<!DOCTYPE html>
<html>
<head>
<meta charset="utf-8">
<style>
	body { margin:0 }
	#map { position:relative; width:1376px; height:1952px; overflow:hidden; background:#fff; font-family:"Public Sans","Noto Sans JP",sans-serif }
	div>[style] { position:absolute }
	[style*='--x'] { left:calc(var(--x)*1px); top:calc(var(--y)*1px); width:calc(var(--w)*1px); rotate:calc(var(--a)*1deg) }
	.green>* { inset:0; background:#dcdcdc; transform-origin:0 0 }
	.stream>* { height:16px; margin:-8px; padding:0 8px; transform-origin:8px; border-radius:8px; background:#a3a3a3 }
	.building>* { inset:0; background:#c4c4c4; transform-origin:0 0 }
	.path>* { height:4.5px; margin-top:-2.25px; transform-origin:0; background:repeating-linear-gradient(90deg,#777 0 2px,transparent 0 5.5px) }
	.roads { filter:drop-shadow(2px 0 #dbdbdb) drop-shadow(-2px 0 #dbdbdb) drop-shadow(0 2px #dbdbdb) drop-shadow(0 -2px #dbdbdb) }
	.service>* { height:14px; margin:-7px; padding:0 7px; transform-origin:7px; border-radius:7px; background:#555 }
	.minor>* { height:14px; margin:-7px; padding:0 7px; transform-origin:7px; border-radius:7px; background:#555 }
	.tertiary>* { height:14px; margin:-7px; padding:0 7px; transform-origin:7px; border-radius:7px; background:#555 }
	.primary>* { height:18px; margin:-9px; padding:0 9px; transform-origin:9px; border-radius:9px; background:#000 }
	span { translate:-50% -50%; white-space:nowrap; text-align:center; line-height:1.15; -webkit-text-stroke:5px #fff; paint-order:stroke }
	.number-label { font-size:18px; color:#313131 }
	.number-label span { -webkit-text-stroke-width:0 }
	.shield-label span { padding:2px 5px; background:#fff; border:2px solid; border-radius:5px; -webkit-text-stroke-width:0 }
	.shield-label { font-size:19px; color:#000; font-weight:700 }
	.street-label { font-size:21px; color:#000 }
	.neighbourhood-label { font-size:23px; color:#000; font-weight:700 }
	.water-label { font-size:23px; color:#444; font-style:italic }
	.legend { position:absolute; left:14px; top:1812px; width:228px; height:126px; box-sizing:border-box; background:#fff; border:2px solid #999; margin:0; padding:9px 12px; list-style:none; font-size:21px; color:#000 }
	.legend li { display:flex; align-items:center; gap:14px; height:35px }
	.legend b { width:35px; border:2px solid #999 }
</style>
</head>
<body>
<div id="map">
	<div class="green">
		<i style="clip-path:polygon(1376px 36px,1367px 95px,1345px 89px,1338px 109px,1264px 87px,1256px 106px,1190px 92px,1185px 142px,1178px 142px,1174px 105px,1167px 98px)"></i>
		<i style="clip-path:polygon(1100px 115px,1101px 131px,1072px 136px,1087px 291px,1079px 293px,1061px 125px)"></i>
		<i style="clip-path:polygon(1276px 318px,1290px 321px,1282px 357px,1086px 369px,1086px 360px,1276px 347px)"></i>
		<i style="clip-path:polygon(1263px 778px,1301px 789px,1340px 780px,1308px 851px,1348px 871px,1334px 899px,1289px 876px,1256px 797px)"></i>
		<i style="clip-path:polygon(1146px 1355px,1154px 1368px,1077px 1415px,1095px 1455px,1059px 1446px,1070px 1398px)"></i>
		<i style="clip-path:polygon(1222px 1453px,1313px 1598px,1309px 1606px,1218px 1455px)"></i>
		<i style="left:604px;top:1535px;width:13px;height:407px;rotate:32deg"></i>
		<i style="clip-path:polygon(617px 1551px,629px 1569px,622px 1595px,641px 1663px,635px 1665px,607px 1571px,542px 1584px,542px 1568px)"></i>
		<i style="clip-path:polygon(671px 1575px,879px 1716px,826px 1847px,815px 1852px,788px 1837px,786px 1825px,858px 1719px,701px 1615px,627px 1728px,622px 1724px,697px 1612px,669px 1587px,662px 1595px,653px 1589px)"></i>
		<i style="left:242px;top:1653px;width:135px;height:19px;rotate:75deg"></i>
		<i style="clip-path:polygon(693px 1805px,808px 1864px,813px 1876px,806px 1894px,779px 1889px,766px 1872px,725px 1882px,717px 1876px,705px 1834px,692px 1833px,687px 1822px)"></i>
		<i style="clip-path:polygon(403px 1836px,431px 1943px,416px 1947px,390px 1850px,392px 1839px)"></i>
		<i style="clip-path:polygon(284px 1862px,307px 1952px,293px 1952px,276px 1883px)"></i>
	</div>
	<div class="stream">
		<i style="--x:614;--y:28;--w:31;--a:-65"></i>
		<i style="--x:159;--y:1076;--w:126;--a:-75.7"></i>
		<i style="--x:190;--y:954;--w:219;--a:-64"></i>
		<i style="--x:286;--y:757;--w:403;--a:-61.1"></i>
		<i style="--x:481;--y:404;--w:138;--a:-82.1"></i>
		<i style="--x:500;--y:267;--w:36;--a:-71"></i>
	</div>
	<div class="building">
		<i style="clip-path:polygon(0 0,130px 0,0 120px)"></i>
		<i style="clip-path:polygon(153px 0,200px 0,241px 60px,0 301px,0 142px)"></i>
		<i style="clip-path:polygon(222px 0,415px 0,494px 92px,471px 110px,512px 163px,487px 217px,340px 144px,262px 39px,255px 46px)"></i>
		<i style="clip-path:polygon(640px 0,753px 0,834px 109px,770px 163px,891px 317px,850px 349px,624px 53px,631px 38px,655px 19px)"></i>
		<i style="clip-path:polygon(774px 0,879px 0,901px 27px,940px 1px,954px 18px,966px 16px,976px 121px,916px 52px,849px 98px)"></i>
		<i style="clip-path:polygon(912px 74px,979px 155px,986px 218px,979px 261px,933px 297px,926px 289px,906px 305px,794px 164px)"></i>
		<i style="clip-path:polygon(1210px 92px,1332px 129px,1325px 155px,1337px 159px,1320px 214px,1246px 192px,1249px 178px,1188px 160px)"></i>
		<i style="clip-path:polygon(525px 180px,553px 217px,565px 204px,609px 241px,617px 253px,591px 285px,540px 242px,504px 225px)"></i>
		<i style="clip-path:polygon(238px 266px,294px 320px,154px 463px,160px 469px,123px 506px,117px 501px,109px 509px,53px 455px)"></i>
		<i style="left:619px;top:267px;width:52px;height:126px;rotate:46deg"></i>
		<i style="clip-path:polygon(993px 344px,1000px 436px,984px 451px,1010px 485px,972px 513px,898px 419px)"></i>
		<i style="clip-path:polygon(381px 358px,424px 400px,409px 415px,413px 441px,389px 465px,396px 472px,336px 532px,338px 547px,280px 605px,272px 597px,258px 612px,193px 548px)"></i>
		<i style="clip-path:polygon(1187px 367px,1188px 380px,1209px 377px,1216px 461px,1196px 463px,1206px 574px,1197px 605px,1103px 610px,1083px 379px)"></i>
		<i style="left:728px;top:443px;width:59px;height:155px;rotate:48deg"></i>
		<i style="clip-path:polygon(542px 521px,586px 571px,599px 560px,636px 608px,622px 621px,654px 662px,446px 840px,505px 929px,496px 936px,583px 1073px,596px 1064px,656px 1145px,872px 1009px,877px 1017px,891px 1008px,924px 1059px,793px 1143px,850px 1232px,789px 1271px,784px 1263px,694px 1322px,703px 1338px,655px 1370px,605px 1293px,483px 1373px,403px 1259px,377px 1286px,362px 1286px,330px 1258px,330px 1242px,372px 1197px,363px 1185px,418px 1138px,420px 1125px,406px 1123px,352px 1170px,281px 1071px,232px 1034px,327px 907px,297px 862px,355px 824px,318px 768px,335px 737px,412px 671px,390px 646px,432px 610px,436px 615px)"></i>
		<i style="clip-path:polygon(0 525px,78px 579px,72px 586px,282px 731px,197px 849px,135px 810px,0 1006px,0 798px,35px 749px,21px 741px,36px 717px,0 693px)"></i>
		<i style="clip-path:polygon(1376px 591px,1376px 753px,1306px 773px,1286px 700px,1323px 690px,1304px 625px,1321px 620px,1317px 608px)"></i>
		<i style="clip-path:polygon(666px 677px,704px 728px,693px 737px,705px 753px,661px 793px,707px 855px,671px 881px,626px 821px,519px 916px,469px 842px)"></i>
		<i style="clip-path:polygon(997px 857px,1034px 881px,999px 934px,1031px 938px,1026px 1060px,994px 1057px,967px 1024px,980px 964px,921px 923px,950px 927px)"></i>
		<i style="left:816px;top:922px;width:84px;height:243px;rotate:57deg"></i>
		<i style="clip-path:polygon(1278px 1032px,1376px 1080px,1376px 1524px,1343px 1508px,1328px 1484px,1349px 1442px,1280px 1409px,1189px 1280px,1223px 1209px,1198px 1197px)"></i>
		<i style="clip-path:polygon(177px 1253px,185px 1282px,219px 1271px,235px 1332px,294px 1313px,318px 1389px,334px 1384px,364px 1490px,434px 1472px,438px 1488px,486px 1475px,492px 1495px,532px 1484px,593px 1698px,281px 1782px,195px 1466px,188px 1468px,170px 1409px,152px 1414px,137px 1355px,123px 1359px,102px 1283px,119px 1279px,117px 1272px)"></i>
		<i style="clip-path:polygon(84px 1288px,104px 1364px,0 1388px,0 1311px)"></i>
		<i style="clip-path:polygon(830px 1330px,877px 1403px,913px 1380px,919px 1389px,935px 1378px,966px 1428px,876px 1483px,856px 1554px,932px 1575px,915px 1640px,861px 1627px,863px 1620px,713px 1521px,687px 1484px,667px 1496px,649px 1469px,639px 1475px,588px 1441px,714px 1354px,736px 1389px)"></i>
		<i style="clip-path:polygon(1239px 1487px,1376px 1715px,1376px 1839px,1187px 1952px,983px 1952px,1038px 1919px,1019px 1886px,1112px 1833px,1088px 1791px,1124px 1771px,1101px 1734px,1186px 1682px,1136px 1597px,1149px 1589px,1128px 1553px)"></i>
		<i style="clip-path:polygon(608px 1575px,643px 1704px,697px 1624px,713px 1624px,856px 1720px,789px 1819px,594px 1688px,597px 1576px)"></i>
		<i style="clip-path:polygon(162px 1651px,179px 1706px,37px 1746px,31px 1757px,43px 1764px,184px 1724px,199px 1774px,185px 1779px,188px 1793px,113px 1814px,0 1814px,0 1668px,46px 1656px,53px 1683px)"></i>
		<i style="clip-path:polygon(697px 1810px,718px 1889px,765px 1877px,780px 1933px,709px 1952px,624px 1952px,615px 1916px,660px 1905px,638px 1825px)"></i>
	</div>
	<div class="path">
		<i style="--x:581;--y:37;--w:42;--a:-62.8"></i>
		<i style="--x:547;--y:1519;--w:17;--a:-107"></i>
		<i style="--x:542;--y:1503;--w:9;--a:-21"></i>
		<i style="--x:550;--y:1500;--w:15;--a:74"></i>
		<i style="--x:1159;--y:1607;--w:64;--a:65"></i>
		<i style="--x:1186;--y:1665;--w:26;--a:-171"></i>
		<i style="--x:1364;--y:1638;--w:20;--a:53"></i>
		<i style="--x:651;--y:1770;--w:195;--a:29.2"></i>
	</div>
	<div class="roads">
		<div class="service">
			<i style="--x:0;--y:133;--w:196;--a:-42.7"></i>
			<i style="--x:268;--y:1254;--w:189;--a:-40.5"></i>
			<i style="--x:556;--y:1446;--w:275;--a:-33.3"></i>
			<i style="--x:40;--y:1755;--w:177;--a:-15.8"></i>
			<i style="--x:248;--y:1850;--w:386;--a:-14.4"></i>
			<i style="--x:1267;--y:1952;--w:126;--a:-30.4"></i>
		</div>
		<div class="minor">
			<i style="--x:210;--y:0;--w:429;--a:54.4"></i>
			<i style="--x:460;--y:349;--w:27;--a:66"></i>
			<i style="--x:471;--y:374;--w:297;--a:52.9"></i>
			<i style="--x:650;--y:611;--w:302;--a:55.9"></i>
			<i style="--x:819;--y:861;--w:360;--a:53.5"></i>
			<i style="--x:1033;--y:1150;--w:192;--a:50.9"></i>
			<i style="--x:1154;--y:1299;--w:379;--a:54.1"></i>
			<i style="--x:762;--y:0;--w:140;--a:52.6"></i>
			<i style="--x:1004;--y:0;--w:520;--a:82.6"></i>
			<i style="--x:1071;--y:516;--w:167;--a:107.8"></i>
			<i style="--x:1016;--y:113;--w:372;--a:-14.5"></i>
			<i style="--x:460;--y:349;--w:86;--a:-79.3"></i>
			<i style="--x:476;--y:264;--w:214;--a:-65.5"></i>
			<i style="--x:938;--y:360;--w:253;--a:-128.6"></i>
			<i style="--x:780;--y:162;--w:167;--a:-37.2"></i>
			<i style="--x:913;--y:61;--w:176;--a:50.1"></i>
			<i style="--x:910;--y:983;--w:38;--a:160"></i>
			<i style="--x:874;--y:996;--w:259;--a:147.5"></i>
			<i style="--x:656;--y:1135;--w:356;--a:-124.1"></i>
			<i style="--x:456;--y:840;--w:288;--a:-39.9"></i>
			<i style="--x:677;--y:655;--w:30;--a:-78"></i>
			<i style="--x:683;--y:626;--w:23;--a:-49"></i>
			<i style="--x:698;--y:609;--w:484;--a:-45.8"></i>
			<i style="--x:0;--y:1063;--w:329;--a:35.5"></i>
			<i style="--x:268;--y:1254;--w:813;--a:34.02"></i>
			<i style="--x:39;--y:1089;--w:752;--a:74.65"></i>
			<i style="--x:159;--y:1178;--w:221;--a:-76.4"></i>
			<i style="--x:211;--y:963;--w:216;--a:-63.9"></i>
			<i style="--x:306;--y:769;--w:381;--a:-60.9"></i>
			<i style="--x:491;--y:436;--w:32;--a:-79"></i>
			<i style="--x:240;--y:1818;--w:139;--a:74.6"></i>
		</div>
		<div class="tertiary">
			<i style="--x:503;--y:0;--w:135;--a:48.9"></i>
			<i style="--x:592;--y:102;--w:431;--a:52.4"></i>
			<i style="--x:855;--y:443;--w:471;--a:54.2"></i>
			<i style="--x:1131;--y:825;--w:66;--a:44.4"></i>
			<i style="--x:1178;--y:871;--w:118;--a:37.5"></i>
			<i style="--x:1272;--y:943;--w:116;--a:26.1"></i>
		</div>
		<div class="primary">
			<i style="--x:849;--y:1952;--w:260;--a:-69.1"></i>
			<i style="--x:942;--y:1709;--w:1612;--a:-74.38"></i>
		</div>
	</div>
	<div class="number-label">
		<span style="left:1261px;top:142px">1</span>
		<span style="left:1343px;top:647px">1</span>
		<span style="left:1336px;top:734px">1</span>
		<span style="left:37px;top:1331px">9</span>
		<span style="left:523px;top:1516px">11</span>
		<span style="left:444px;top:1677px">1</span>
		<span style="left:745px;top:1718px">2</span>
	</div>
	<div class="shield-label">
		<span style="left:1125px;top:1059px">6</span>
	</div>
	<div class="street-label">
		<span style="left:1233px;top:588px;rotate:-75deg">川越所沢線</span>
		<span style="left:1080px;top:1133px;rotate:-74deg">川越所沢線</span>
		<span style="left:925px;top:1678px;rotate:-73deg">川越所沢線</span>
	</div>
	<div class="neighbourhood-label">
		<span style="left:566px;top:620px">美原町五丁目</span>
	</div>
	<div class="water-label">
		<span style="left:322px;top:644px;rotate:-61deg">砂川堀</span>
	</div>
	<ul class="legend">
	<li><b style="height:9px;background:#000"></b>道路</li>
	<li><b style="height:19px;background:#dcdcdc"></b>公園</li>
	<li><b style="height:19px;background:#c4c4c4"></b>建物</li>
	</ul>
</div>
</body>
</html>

# [To do]
Tell how many lines of the listing contain the string "neighbourhood", giving the number without any other words.

# [Response area]
2